In the material below, find each line with the word "fabs" and list it.
____
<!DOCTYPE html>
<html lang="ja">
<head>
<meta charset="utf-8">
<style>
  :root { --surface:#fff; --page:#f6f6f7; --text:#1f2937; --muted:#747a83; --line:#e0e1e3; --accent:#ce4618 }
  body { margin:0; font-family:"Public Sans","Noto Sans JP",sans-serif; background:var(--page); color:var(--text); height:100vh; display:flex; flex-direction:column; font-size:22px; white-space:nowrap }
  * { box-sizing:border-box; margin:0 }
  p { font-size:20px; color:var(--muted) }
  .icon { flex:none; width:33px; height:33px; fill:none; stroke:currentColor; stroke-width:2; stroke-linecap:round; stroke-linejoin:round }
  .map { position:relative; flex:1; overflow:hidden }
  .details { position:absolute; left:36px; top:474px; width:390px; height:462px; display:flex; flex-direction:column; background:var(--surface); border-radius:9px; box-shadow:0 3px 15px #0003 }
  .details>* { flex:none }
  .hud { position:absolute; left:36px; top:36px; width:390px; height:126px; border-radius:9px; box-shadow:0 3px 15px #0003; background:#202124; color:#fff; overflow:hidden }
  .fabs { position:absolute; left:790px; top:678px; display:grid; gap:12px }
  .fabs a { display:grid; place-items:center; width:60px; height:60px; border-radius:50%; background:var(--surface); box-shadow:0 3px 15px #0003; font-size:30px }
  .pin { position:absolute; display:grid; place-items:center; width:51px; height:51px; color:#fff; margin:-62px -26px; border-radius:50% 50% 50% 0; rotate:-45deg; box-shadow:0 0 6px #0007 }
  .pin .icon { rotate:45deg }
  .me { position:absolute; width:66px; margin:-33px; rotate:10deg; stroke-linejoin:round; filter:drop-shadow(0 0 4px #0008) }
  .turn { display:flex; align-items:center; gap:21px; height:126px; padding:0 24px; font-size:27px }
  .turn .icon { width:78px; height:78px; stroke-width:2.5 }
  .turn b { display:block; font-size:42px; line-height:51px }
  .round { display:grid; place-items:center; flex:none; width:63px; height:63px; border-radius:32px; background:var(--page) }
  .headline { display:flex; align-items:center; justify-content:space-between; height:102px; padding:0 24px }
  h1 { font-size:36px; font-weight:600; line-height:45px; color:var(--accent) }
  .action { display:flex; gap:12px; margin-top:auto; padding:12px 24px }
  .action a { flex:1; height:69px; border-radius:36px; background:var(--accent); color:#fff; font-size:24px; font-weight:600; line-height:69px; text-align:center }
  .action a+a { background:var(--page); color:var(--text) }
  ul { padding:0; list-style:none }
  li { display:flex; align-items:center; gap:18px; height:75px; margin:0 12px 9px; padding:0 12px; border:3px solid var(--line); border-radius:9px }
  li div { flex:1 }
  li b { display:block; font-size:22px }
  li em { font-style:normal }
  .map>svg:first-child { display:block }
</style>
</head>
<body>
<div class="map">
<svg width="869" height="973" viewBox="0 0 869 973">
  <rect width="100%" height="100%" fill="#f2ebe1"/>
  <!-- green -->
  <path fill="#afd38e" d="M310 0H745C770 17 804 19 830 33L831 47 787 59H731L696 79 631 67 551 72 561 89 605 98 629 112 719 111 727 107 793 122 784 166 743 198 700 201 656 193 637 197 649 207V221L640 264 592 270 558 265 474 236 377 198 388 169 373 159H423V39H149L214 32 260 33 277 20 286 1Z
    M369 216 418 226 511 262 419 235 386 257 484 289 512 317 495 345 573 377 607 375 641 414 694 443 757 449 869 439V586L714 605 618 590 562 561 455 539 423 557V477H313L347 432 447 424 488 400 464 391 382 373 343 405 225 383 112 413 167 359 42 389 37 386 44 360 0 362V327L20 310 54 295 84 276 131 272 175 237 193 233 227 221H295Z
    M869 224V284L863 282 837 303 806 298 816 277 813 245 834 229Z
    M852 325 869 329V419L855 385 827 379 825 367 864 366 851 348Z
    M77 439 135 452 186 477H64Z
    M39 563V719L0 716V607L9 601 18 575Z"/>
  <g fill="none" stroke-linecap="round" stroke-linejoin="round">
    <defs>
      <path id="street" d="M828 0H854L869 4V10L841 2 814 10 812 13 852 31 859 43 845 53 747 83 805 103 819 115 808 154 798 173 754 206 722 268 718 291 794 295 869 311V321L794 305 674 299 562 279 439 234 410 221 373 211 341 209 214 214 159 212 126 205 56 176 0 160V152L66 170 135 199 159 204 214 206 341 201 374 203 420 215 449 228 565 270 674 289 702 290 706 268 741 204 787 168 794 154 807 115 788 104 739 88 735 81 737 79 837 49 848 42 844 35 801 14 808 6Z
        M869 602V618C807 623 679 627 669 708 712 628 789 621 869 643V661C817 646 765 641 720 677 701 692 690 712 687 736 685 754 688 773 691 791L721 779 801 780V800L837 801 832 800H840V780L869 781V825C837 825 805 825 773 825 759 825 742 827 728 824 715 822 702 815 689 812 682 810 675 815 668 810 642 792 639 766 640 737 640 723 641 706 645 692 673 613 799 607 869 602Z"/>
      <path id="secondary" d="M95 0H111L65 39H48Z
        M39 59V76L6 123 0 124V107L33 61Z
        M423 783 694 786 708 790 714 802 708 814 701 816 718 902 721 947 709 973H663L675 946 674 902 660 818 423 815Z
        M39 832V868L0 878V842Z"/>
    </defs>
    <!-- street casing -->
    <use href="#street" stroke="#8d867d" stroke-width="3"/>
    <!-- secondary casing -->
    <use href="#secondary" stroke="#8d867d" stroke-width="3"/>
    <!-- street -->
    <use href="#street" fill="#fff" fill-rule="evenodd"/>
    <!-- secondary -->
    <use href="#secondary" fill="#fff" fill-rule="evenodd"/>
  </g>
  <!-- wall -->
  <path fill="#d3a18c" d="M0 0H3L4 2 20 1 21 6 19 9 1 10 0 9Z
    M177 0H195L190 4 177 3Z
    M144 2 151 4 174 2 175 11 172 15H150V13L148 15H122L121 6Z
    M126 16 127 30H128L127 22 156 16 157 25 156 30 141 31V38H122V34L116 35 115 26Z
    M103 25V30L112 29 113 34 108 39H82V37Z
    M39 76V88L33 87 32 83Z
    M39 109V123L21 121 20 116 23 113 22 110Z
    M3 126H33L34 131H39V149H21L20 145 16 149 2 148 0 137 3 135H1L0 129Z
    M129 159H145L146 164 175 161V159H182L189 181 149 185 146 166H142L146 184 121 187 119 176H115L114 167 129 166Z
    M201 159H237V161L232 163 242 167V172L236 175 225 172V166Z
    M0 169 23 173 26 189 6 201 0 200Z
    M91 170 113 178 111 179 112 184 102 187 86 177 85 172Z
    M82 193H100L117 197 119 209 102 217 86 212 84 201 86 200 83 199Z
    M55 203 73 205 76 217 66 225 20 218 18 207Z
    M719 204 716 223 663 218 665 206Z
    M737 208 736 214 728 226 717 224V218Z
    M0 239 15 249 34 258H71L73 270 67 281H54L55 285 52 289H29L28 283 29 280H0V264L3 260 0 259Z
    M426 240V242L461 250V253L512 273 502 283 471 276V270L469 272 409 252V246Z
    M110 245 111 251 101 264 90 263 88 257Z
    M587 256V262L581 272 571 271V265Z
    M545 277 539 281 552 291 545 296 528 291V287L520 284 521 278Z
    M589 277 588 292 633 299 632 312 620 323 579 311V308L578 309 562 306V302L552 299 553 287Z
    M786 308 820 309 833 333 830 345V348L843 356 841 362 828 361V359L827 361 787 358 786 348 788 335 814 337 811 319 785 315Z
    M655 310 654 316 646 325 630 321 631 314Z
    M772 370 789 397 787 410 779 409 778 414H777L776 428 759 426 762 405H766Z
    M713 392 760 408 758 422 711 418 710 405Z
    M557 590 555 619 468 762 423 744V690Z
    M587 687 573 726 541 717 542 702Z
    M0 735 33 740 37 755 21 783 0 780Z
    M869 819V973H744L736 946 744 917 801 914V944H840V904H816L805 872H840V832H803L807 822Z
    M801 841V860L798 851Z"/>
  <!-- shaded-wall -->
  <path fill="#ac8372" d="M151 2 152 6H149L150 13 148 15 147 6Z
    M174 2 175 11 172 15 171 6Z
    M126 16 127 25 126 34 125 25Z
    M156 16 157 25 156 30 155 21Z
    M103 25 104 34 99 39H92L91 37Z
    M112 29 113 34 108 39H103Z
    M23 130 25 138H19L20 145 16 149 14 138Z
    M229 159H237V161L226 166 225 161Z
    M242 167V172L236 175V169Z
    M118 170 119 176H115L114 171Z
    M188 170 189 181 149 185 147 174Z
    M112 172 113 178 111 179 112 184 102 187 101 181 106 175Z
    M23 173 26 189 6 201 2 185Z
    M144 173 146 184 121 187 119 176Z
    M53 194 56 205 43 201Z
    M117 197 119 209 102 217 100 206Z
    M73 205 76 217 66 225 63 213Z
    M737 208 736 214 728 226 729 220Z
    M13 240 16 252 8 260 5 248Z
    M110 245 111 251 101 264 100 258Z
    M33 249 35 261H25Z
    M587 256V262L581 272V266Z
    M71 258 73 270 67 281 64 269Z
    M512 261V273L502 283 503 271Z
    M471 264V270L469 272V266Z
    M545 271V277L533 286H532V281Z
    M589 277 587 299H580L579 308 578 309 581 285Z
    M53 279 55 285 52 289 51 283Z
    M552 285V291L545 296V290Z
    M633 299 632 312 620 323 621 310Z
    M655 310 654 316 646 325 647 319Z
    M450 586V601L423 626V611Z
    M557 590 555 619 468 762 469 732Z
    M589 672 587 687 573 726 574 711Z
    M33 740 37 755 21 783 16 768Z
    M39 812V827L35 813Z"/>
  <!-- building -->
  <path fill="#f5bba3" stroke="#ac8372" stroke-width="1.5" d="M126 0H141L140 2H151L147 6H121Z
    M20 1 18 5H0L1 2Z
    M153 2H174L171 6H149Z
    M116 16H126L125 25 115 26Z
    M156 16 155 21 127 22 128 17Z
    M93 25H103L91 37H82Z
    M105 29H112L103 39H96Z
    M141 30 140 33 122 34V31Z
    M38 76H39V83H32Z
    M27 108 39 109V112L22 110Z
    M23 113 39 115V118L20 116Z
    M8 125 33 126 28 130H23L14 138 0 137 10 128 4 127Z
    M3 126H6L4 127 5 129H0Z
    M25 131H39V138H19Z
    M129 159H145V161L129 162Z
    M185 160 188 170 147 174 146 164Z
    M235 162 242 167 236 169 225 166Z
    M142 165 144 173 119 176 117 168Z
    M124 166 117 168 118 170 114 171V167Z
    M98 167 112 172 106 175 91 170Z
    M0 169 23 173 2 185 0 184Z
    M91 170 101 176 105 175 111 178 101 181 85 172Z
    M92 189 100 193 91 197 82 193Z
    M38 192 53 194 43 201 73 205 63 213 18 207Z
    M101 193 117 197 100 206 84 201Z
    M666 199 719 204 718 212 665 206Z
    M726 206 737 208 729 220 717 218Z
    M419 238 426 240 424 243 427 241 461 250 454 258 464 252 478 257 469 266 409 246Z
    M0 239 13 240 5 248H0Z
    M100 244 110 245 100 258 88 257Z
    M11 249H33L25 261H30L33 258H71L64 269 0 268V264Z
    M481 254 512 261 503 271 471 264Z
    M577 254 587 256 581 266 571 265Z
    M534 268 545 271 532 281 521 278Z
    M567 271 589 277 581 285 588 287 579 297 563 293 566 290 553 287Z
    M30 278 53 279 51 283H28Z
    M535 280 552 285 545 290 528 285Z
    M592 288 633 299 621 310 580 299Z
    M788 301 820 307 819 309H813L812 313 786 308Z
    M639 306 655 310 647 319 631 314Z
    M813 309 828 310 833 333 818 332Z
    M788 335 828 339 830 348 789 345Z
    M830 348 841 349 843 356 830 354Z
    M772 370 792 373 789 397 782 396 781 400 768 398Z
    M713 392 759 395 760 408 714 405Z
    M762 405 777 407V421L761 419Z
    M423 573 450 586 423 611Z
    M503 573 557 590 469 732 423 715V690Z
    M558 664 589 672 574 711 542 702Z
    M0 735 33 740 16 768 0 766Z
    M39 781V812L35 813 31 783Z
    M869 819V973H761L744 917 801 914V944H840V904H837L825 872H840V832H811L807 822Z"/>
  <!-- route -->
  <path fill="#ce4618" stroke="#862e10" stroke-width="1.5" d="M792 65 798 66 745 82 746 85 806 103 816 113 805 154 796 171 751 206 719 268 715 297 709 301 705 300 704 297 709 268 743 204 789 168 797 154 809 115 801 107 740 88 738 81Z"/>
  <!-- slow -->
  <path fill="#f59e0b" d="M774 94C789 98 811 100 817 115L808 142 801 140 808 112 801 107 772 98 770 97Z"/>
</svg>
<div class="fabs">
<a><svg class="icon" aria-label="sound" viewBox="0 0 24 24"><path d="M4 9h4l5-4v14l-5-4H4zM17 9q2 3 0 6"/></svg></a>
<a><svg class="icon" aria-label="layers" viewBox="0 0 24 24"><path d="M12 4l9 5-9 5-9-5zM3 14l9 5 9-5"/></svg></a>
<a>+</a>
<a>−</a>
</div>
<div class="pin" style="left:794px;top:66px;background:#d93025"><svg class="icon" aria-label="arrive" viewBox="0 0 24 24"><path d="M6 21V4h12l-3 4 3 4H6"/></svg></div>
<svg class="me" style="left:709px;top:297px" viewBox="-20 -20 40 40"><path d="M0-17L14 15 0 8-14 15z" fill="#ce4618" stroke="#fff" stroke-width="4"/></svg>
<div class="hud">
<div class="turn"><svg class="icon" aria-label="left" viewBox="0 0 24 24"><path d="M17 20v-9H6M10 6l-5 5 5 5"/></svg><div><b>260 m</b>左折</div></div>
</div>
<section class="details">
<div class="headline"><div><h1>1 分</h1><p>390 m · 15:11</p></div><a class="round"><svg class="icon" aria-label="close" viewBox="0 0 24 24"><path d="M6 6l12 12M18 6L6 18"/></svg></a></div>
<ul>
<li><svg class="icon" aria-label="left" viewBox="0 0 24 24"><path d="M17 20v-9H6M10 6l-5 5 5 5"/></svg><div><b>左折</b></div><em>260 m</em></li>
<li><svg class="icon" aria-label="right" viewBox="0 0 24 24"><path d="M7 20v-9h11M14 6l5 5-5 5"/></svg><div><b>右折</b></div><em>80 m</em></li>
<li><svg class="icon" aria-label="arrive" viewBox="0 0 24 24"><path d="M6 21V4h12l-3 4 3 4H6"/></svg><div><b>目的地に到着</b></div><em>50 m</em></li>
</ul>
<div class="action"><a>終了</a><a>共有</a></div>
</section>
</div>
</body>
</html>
____
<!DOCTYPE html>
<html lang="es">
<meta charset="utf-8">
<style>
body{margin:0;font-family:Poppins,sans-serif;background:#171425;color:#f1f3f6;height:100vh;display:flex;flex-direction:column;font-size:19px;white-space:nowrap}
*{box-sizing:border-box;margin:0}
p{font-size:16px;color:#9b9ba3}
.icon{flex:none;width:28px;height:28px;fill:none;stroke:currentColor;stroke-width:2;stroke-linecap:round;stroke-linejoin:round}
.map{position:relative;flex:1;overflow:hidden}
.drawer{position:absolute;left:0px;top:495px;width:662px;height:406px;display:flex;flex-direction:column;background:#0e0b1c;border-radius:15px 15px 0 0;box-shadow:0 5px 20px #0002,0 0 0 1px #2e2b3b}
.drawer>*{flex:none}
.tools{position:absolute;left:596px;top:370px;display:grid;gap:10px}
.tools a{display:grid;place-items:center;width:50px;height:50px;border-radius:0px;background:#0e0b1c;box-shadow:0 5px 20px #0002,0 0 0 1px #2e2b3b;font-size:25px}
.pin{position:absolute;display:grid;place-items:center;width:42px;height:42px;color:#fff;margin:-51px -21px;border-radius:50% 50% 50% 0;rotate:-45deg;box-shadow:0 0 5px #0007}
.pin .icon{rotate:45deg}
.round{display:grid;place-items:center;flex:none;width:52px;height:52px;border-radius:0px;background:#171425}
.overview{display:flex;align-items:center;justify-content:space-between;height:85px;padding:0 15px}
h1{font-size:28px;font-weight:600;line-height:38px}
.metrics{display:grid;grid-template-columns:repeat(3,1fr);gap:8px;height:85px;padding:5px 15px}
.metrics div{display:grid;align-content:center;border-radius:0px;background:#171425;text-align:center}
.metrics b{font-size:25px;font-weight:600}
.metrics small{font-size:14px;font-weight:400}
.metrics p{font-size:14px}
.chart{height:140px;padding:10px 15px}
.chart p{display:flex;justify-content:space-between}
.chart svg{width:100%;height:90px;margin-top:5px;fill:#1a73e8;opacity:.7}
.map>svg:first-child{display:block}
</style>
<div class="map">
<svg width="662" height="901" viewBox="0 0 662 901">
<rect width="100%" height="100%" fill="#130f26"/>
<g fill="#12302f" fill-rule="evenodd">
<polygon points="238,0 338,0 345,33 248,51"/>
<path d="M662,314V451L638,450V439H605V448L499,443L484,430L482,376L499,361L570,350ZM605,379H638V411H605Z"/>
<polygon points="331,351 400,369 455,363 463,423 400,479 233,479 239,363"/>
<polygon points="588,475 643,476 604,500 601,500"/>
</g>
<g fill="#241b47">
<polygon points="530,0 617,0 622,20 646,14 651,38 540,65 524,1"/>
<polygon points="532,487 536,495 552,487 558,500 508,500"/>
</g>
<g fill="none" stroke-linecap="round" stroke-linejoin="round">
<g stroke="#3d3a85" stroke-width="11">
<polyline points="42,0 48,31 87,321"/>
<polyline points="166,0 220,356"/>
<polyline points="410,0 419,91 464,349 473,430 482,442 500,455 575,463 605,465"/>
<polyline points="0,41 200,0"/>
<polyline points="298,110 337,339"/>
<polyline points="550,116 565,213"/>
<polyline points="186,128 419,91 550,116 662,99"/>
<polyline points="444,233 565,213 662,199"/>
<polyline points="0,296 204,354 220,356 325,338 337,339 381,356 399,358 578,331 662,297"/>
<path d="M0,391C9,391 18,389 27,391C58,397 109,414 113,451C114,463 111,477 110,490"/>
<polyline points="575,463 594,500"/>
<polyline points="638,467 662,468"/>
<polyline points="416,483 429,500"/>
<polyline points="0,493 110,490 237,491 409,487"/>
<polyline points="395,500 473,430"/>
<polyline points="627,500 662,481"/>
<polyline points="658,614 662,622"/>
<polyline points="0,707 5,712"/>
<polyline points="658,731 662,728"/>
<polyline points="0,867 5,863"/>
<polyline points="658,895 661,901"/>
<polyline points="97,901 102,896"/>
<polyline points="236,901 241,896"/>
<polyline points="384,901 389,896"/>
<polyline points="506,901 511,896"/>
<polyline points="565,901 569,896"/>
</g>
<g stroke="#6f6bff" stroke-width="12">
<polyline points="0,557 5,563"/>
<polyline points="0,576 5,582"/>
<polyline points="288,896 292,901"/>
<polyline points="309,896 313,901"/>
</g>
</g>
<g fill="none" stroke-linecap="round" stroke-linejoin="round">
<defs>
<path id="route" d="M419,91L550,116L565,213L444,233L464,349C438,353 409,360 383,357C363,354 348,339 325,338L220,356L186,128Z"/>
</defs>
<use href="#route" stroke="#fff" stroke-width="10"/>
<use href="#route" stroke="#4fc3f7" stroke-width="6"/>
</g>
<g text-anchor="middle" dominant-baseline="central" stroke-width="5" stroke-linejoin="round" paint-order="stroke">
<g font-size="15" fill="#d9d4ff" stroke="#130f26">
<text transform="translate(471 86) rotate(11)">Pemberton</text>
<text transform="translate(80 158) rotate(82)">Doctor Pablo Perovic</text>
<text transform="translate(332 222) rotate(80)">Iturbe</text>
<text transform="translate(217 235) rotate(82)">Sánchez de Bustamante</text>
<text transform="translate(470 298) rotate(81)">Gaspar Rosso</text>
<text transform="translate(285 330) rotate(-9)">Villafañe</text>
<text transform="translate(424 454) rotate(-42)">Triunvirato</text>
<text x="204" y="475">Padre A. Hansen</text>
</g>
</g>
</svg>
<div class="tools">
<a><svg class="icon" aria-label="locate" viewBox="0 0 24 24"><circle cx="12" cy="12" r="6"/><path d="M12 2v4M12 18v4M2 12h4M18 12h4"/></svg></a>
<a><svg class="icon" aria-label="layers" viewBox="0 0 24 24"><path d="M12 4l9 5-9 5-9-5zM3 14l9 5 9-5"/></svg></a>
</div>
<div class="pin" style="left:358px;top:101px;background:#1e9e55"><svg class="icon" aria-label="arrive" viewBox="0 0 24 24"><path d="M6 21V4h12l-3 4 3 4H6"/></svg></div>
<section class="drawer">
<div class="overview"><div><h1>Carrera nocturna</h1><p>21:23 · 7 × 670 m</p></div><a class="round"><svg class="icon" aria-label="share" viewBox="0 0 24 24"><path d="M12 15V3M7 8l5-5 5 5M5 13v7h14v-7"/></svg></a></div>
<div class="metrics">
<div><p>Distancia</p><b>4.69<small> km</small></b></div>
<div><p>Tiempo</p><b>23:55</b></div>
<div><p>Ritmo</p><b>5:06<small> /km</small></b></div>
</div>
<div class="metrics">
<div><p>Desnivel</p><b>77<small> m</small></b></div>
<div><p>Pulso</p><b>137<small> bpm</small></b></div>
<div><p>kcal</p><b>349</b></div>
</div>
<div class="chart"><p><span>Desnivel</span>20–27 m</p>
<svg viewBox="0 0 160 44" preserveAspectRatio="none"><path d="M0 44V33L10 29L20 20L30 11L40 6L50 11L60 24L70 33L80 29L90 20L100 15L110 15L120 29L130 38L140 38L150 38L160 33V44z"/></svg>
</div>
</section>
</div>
____
Solution for this exercise
  .fabs { position:absolute; left:790px; top:678px; display:grid; gap:12px }
  .fabs a { display:grid; place-items:center; width:60px; height:60px; border-radius:50%; background:var(--surface); box-shadow:0 3px 15px #0003; font-size:30px }
<div class="fabs">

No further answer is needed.